15 Eine gerichtliche Entscheidung stellt sich dann als unzulässiges „Überraschungsurteil“ dar, wenn das Gericht einen bis dahin nicht erörterten rechtlichen oder tatsächlichen Gesichtspunkt zur Grundlage seiner Entscheidung macht und damit dem Rechtsstreit eine Wendung gibt, mit welcher der unterlegene Beteiligte nach dem bisherigen Verlauf des Verfahrens nicht zu rechnen brauchte. Dies ist insbesondere dann der Fall, wenn die das angefochtene Urteil tragende Erwägung weder im gerichtlichen Verfahren noch im vorangegangenen Verwaltungsverfahren erkennbar thematisiert worden war. Allerdings braucht das Berufungsgericht den Beteiligten nicht die möglichen Entscheidungsgrundlagen vorab darzulegen; vielmehr darf es grundsätzlich davon ausgehen, dass sich ein gemäß § 67 Abs. 1 VwGO vertretener Beteiligter mit der maßgeblichen Sach- und Rechtslage hinreichend vertraut gemacht hat (Beschluss vom 25. Mai 2001 - BVerwG 4 B 81.00 - Buchholz 310 § 108 Abs. 2 VwGO Nr. 34 m.w.N.).

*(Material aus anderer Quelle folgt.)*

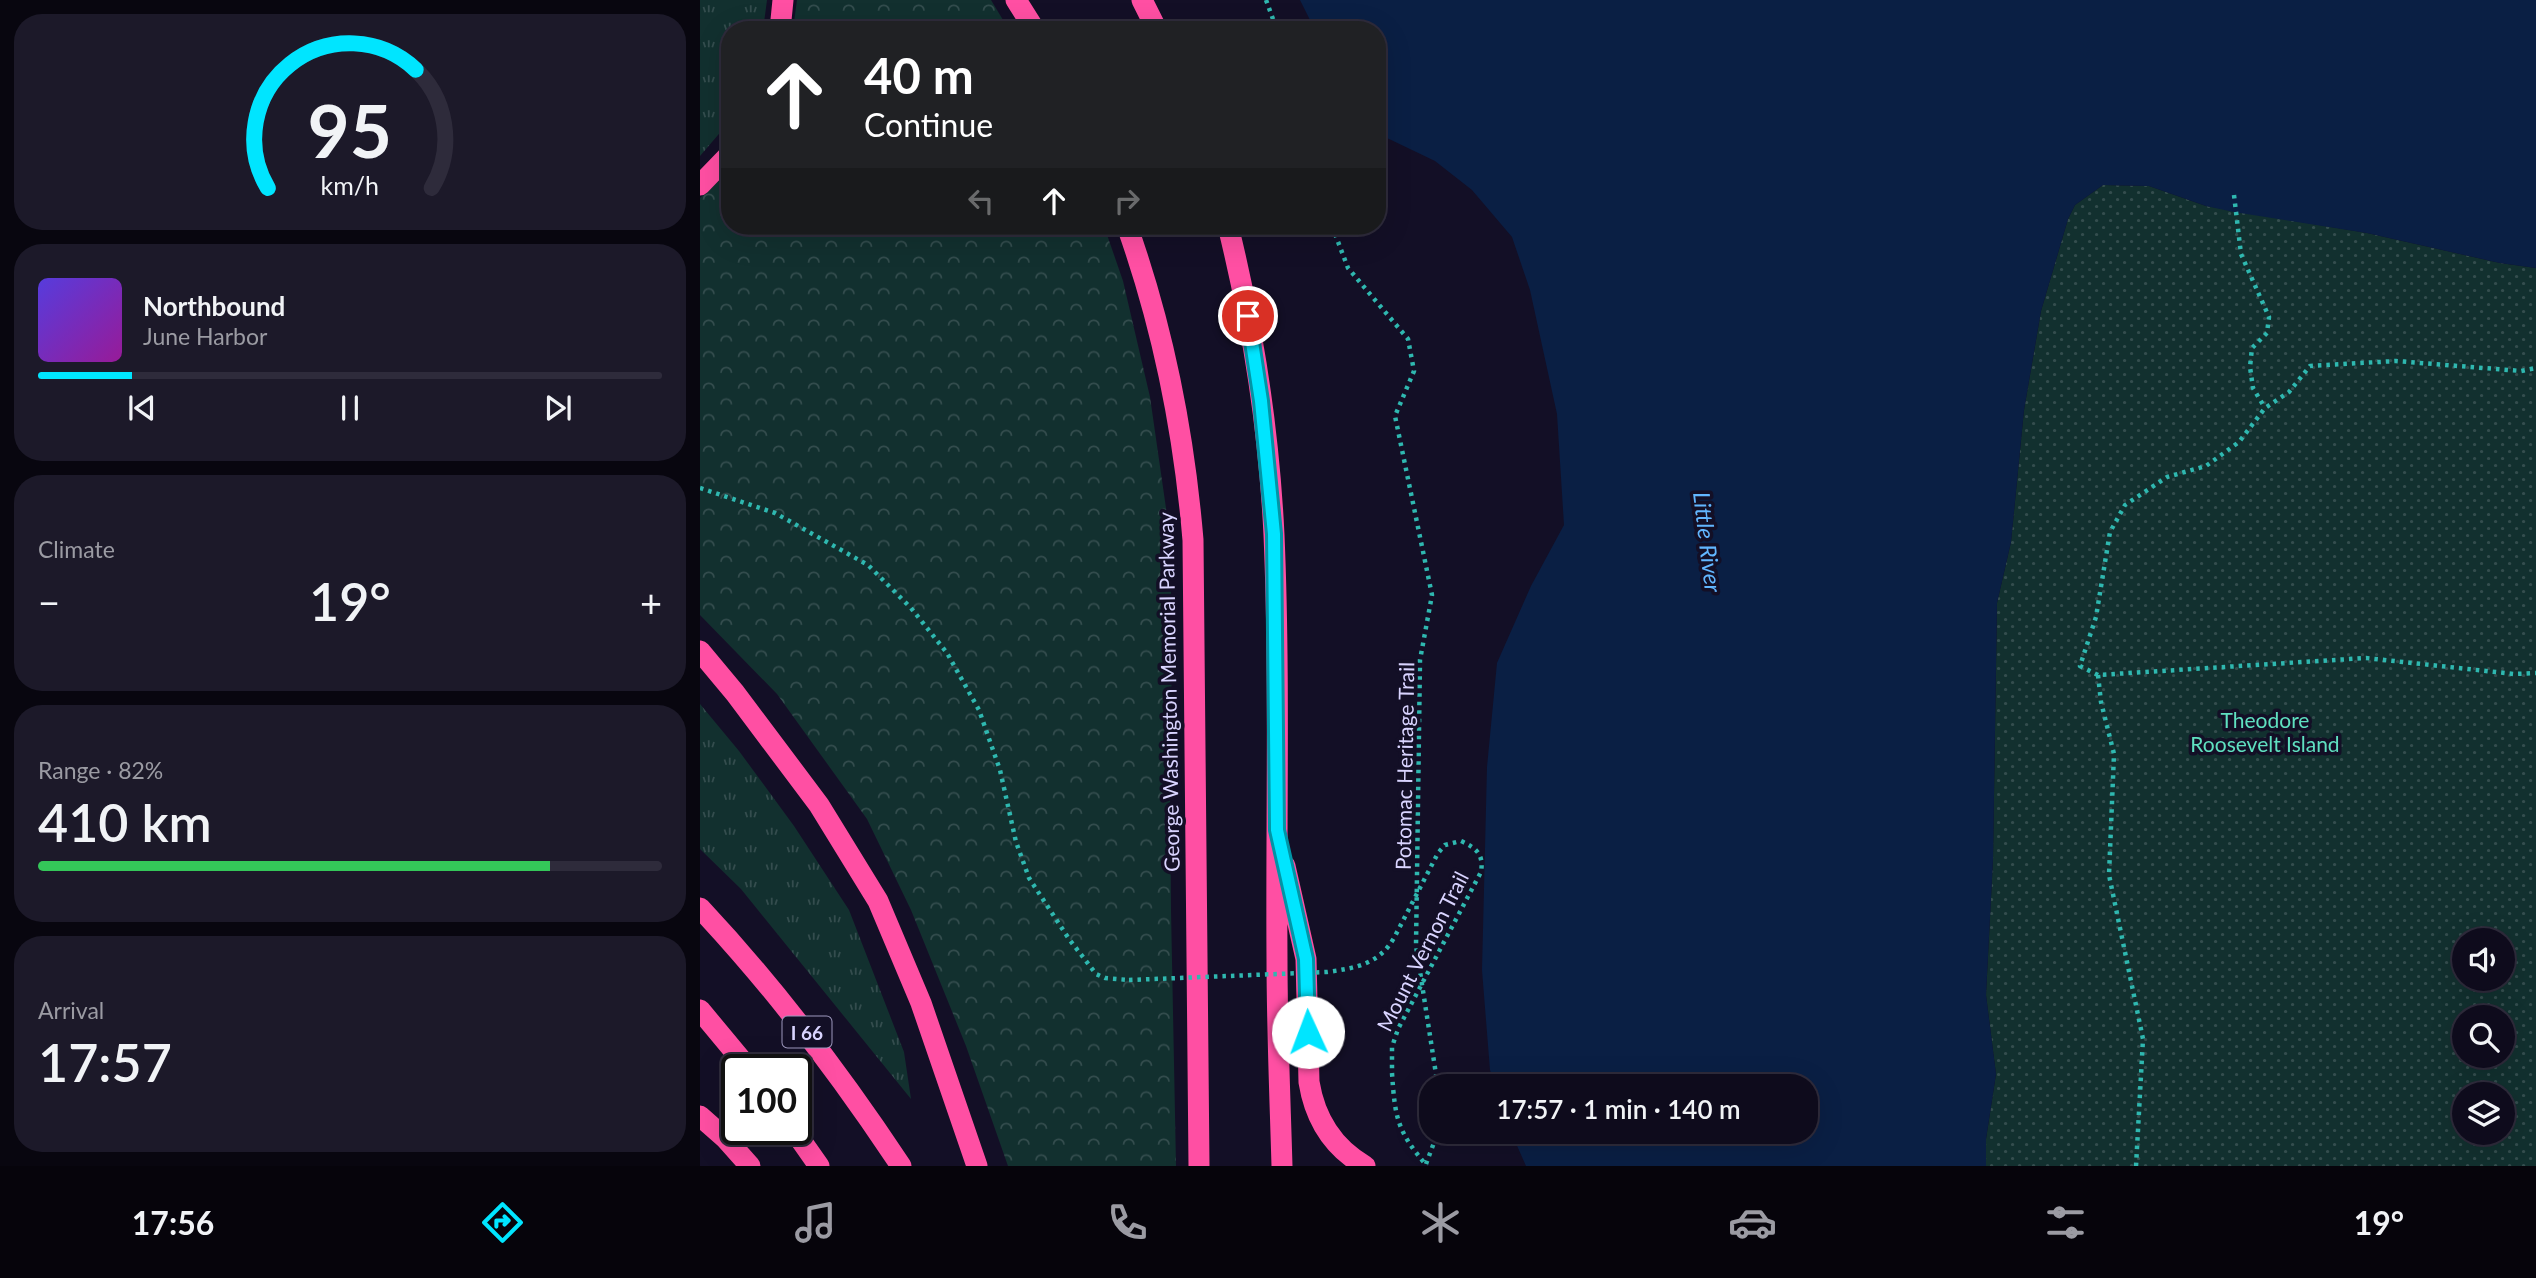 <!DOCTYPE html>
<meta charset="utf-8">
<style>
:root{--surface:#0e0b1c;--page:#1c1929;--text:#f1f3f6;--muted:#9b9ba3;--line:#2e2b3b;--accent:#00e5ff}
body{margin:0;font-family:Lato,sans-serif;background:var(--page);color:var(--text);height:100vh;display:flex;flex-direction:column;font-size:26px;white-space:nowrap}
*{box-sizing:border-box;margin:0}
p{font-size:23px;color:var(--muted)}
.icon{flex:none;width:38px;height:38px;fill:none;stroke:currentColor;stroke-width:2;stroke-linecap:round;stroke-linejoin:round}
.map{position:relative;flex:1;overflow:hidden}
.drawer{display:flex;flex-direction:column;gap:14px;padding:14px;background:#08060f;width:700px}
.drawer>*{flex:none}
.guide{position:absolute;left:21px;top:21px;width:665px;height:214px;border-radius:28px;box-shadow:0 7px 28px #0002,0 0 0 2px var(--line);background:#202124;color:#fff;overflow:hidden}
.controls{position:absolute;left:1752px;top:928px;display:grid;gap:14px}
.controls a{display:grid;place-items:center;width:63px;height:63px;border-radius:50%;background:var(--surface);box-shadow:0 7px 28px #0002,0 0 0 2px var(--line);font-size:35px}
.speed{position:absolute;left:21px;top:1054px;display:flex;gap:14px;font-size:35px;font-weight:700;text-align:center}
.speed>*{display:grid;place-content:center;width:91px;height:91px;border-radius:50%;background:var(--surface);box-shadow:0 7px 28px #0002,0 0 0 2px var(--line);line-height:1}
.speed .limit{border:4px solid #111;border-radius:10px;background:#fff;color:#111}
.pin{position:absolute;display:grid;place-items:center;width:60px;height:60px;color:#fff;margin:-30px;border:4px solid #fff;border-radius:50%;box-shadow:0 2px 7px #0007}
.me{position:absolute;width:77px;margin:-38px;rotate:358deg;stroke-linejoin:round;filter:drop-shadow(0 0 5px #0008)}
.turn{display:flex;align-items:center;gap:24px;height:147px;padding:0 28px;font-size:32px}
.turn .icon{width:91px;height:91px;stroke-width:2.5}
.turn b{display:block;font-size:49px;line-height:60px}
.lanes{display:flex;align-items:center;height:66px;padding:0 28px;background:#0003;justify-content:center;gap:35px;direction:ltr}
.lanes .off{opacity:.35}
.big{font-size:52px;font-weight:600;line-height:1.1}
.drawer .card{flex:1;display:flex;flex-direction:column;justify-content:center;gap:10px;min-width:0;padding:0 24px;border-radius:28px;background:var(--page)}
.drawer .dial{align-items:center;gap:0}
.dial svg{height:182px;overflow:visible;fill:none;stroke:var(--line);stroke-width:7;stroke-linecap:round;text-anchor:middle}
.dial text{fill:var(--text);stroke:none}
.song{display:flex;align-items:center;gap:21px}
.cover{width:84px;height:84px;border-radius:10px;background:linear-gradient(135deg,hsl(250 70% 55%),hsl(300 70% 35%))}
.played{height:7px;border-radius:4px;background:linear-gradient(90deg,var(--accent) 15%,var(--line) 15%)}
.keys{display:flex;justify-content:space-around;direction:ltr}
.heat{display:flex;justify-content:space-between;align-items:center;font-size:38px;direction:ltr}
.charge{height:10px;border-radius:5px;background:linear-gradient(90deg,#34c759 82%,var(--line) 0)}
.trip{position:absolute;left:719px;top:1074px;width:399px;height:70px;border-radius:28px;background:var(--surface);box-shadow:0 7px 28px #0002,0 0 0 2px var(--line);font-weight:600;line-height:70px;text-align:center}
.dock{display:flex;height:112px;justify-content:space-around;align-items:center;background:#06040b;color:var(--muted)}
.dock .icon{width:49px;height:49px}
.dock .selected{color:var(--accent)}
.dock b{font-size:32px;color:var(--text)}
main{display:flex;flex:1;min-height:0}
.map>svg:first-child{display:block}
</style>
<main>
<section class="drawer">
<div class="card dial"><svg viewBox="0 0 100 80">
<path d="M14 69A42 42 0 1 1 86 69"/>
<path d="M14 69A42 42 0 0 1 79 17" stroke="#00e5ff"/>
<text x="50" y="56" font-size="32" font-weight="700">95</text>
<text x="50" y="72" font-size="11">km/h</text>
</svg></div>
<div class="card">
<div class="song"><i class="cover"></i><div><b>Northbound</b><p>June Harbor</p></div></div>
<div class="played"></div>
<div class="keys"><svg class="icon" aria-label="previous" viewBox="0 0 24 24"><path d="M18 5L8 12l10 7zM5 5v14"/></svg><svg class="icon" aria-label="pause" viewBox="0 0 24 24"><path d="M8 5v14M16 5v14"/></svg><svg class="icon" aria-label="next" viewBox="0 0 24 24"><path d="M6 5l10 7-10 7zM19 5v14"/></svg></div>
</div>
<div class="card"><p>Climate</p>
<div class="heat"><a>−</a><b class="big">19°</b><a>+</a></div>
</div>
<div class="card"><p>Range · 82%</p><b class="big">410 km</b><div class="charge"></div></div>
<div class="card"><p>Arrival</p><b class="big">17:57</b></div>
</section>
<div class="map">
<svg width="1836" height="1166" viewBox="0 0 1836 1166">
<defs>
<pattern id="grass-tufts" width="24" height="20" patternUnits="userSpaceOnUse" patternTransform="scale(1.75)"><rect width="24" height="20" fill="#12302f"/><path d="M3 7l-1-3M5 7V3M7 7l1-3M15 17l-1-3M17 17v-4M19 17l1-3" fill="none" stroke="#344d4e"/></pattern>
<pattern id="forest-crowns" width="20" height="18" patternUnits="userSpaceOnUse" patternTransform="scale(1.75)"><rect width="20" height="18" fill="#12302f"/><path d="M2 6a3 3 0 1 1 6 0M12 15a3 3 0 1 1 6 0" fill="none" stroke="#344d4e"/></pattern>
<pattern id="park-dots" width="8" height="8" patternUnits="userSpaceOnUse" patternTransform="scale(1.75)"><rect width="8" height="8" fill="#12302f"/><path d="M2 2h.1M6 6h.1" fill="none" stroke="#344d4e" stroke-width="1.8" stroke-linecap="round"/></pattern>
</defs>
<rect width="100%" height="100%" fill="#130f26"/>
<path fill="url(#grass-tufts)" d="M0 0H67L63 30H30V121L0 156Z
M0 704 39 751 94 826 149 910 204 1052 211 1099 41 889 0 849Z"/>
<path fill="url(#forest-crowns)" d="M97 0H291L309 30H93Z
M30 171V226H404L423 281 450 397 470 536 472 651 470 789 471 911 476 1166H308L266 1046 211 910 167 819 77 694 0 615V198Z"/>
<path fill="url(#park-dots)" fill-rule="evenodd" d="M1403 185 1449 186 1506 206 1667 233 1800 263 1836 268V1166H1286V1139L1296 1074 1286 995 1293 859 1297 603 1311 542 1324 410 1341 311 1368 219 1375 205ZM1764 940H1802V978H1764ZM1764 1017H1802V1055H1764ZM1764 1094H1802V1132H1764Z"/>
<path fill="#0a1f44" d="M600 0H1836V268L1800 263 1667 233 1534 212 1506 206 1449 186 1403 185 1375 205 1368 219 1341 311 1324 410 1311 542 1297 603 1293 859 1286 995 1296 1074 1286 1139V1166H826L811 1132H1106V1087H796L790 1070 782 970 787 767 797 663 831 586 864 525 857 414 830 290 812 237 772 190 735 161 687 138 677 127V30H615Z"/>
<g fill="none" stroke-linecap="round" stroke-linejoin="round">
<path stroke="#2fb8b0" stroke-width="4.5" stroke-dasharray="3.5 5" stroke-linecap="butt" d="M566 0 577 30
M1534 195 1541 254 1569 317 1567 333 1552 348 1550 367 1553 388 1565 408
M632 226 648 268 708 339 714 371 695 416 732 595 720 660 716 946 738 1087
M0 488 75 513 168 565 211 608 247 653 279 710 300 770 316 842 329 878 369 939 396 974 405 978 429 980
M1398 675 1380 666 1396 617 1410 532 1425 505 1467 477 1506 466 1539 442 1565 408 1589 392 1610 366 1696 361 1821 371 1836 368
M692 1073C695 1118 697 1131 727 1166
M726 1164 738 1132
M1436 1166 1443 1039 1409 875 1414 754 1401 702 1398 675 1666 658 1814 674 1836 673"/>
<path stroke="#ff4fa3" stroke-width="21" d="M316 0 335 30
M442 0 457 30
M80 30 83 0
M0 185 30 154
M427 226C463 327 484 433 493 540L499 1166
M528 226C553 327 569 431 574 535 580 676 576 818 577 959 577 1028 580 1097 582 1166
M0 651 35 693 119 805 178 901 221 1003 277 1166
M585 866 606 959 609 1082C615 1119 632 1147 665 1166
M0 908C76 989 140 1074 201 1166
M0 1010 49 1069
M0 1116 26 1139 50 1166
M93 1129 119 1166"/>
<path stroke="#2fb8b0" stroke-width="4.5" stroke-dasharray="3.5 5" stroke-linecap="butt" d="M429 980 627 972C656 968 679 964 694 938L738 853 745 845 761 841C776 848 784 854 781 872L698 1029 692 1047V1073"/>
</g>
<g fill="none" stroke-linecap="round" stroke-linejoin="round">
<g stroke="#0095a6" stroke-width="18">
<path id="route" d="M548 316 561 401 574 534 577 830 606 959 608 1032"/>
</g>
<use href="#route" stroke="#00e5ff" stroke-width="12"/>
</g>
<g text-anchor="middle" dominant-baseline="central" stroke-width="7" stroke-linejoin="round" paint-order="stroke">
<rect fill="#130f26" stroke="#9e99be" stroke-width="2" x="82.5" y="1016.5" width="49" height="31" rx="5"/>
<g font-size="19" font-weight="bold" fill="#d9d4ff">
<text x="107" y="1032">I 66</text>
</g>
<g font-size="21" fill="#d9d4ff" stroke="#130f26">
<text transform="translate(468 692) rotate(-91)">George Washington Memorial Parkway</text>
<text transform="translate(704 766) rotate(-89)">Potomac Heritage Trail</text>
<text transform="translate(722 951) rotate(-63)">Mount Vernon Trail</text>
</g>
<g font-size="21" fill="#5fe0c0" stroke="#130f26">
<text x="1565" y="719">Theodore<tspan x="1565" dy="24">Roosevelt Island</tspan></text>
</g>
<g font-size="23" font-style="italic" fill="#62b6ff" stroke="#130f26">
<text transform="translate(1008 542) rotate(83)">Little River</text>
</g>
</g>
</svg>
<div class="controls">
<a><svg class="icon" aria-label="sound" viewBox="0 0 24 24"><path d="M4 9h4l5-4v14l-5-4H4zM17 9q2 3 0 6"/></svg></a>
<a><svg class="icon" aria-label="search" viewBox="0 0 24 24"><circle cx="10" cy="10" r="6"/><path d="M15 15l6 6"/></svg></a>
<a><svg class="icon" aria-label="layers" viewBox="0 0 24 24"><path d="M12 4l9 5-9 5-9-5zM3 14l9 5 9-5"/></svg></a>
</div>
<div class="speed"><div class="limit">100</div></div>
<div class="pin" style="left:548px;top:316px;background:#d93025"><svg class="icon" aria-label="arrive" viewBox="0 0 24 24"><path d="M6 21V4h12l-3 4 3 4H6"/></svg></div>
<svg class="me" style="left:608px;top:1032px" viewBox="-20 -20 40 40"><circle r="19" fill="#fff"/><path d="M0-13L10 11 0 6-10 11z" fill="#00e5ff"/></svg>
<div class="trip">17:57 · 1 min · 140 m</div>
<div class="guide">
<div class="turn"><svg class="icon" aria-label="ahead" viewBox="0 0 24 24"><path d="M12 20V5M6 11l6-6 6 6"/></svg><div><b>40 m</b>Continue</div></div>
<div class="lanes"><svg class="icon off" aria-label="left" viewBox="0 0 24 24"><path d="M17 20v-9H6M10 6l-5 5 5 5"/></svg><svg class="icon" aria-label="ahead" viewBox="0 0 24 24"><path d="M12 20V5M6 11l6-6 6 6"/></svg><svg class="icon off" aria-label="right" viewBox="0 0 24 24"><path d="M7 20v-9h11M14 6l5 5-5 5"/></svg></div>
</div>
</div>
</main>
<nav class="dock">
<b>17:56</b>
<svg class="icon selected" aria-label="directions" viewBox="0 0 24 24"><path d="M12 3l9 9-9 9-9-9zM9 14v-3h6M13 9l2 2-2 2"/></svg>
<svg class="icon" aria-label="music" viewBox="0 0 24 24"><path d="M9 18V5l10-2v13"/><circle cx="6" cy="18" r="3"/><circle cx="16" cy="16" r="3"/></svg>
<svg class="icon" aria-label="phone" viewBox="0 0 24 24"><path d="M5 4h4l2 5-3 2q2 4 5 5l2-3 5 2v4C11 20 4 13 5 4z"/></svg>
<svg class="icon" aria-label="climate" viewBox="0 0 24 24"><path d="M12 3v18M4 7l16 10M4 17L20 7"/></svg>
<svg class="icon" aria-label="car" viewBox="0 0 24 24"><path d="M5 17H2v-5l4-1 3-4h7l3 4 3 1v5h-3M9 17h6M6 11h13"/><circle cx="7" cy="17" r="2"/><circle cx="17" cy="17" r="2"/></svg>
<svg class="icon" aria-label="filters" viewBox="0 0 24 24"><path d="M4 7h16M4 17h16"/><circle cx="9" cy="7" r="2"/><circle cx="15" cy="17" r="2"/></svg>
<b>19°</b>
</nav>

16 Im vorliegenden Fall ist bereits zweifelhaft, ob die von der Beschwerde wiedergegebene Aussage des Berufungsgerichts in dem vorgenannten Sinn „überraschend“ war. Denn immerhin hatte die Berufungsbegründung dem Verwaltungsgericht vorgehalten, dieses habe „zum Teil richtige Antworten der Klägerin festgestellt, jedoch versäumt, die positiven Teilleistungen in ein Verhältnis zu den nicht oder nicht richtig gegebenen Antworten zu stellen“ (S. 3 des Schriftsatzes vom 28. Oktober 2005, Bl. 69 GA). Jedenfalls kann die Gehörsrüge deshalb keinen Erfolg haben, weil auch in Anbetracht der Darlegungen der Beschwerde nicht erkennbar ist, dass bei Berücksichtigung des unterbliebenen Vortrags eine andere Entscheidung möglich gewesen wäre. Wie bereits in anderem Zusammenhang ausgeführt, war es aufgrund der materiellrechtlichen Auffassung des Berufungsgerichts letztlich unerheblich, ob sich bestimmte Einzelheiten des von ihm als wahr erkannten Prüfungsgeschehens erst aus dem Ergebnis der mündlichen Verhandlung des Verwaltungsgerichts oder bereits aus der vorangegangenen Stellungnahme der Prüfer ergaben.

17 3. Die Kostenentscheidung beruht auf § 154 Abs. 2 VwGO, die Festsetzung des Streitwertes für das Beschwerdeverfahren auf § 47 Abs. 1 und 3, § 52 Abs. 2 GKG.